作業者の意識に頼った作業になっていないか?

ある日系の中国工場では、機械加工工程と組立工程を持っています。機械加工工程で加工した部品を組立工程で組み立てて出荷をしています。機械加工工程には、切断機、プレス、タップ加工機があり、プレスでは主に穴あけ加工を行っていました。

工程では、作業者の2時間ごとの自主検査に加え、巡回検査員を配置し定期的に加工した品物を検査するようにしていました。その巡回検査員の検査記録を見せてもらうと、プレス穴あけの穴位置寸法にNGがあることに気が付きました。

金型に異常があったか、摩耗によるNGかと思いました。これが不良発生の原因ならば、その後の生産品もNGになるはずですが、そうではありませんでした。NGになったのは、巡回検査員が検査したものだけだったのです。
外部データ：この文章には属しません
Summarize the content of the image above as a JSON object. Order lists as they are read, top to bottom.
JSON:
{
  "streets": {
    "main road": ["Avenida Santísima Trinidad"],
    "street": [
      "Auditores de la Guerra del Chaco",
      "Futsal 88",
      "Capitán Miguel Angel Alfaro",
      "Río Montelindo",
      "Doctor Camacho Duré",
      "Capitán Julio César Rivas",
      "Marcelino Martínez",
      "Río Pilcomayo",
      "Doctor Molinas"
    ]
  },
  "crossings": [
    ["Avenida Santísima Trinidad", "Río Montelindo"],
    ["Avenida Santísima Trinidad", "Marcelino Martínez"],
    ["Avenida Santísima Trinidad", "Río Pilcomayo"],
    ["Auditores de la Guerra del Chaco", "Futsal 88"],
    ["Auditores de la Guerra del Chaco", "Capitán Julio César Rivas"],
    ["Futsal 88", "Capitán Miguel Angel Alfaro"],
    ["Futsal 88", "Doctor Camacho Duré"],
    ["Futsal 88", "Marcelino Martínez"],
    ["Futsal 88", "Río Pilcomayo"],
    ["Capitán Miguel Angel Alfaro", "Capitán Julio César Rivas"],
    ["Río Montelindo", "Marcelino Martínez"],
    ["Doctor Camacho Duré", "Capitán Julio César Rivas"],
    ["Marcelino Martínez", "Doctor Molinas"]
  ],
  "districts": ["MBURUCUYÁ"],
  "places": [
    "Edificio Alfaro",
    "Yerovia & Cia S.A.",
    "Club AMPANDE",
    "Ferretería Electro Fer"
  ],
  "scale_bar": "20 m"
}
つまり原因は別にあったのです。プレス作業をよく見てみると、作業者はワークを金型にセットするときに奥のピンに突き当てるように置いていました。ワークをピンに突き当てることで、位置を決めていたのです。

この工法だと作業者がワークをきちんとピンに突き当てるかどうかで穴位置寸法が左右されてしまいます。作業者もしっかり突き当てるように指導されているので、ほとんどのものはピンに当たった状態でプレスされています。

しかし、何かの拍子でピンに当たらない、正しい位置にセットされないこともあり得ます。例えば、異物が挟まっていたとか、ピンに突き当てた勢いで跳ねかえり隙間ができとかも起きるでしょう。また、作業者が当たっているものと思い込んでいたが、ちゃんとセットされていなかったなど。

この穴位置ずれ不良が厄介なのは、ランダムに発生するという点です。抜取りで検査しても、その前後の品物がOKである保証はないのです。かといって全数検査することはできません。

中国人作業者は意識が低いと日本人駐在員は言います。それがわかっているのに、この工場のように工程の作業や工法が作業者の意識に頼っているものになっているのを見かけます。

あなたの工場は、作業者の意識に依存した工程になっていませんか?

作業者の意識に頼らない工法にすることが重要です。特に中国工場では。金型を工夫して、正しい位置にしかワークをセットできないような構造にしなくてはなりません。